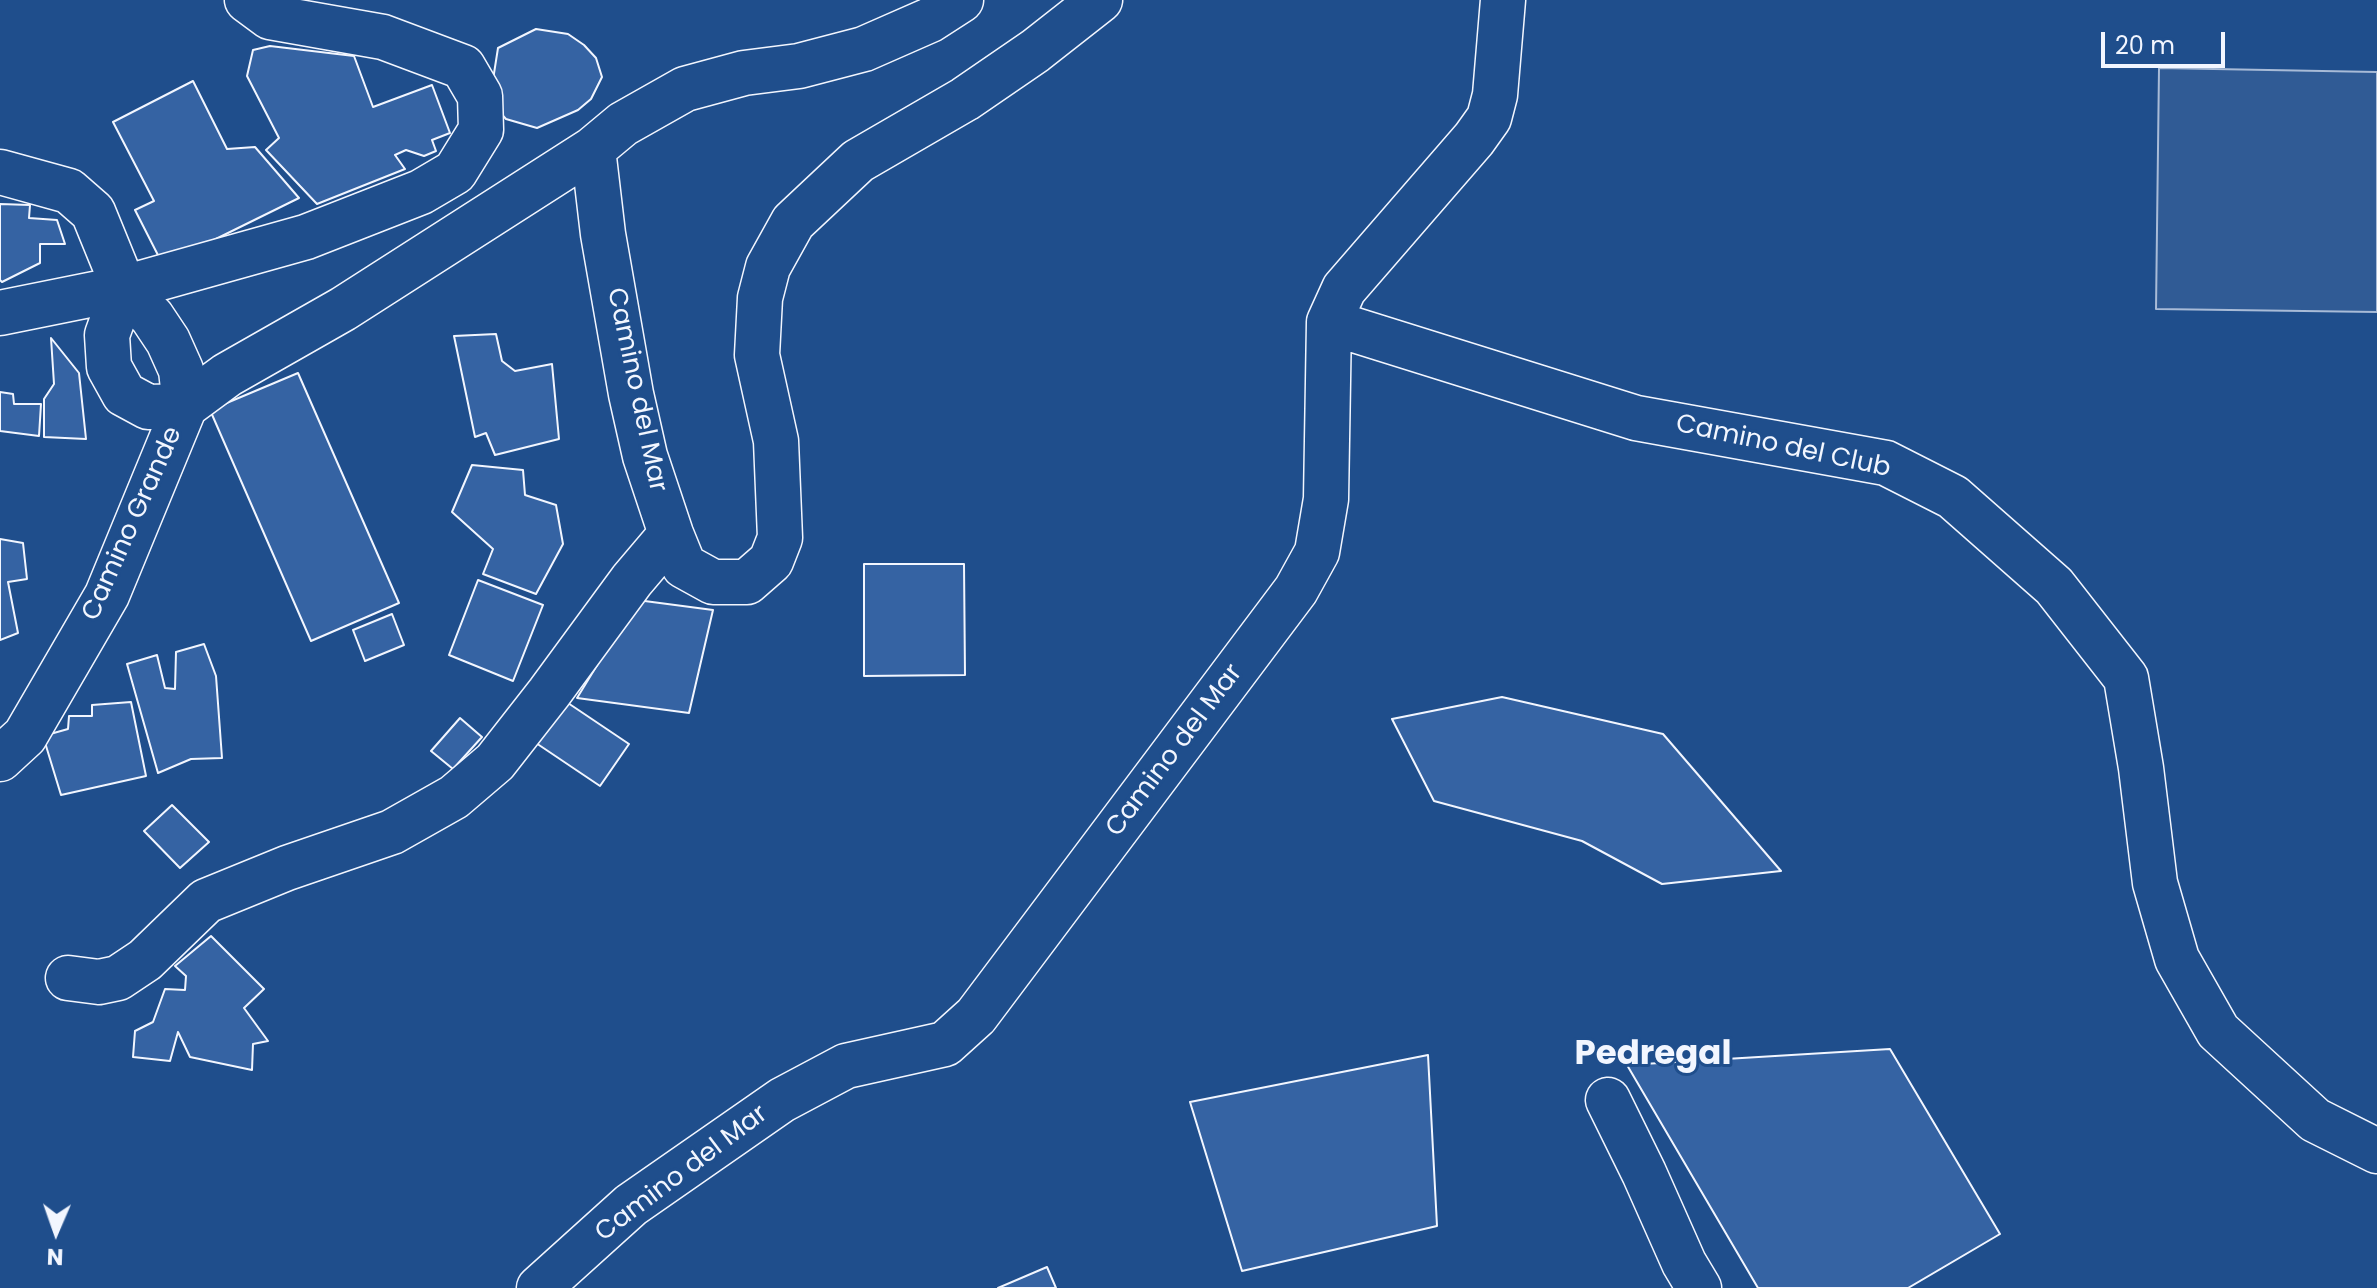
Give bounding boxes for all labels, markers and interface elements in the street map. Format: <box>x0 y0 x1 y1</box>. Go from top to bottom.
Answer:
scale bar <box>2105 16 2229 66</box>
text: 20 m <box>2115 29 2175 62</box>
street label: Camino del Mar <box>599 285 673 495</box>
street label: Camino del Club <box>1673 409 1893 485</box>
street label: Camino Grande <box>76 422 190 626</box>
street label: Camino del Mar <box>1100 659 1250 843</box>
district label: Pedregal <box>1575 1035 1731 1075</box>
street label: Camino del Mar <box>590 1099 774 1249</box>
north arrow <box>16 1192 96 1272</box>
text: N <box>46 1241 64 1272</box>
+ + +
**Your goal:**
What you return should match the material word for word, apart from the pictures.

**Your solution:**
Give bounding boxes for all labels, markers and interface elements in the street map. Format: <box>x0 y0 x1 y1</box>. Go from top to bottom.
Answer:
scale bar <box>2105 16 2229 66</box>
text: 20 m <box>2115 29 2175 62</box>
street label: Camino del Mar <box>599 285 673 495</box>
street label: Camino del Club <box>1673 409 1893 485</box>
street label: Camino Grande <box>76 422 190 626</box>
street label: Camino del Mar <box>1100 659 1250 843</box>
district label: Pedregal <box>1575 1035 1731 1075</box>
street label: Camino del Mar <box>590 1099 774 1249</box>
north arrow <box>16 1192 96 1272</box>
text: N <box>46 1241 64 1272</box>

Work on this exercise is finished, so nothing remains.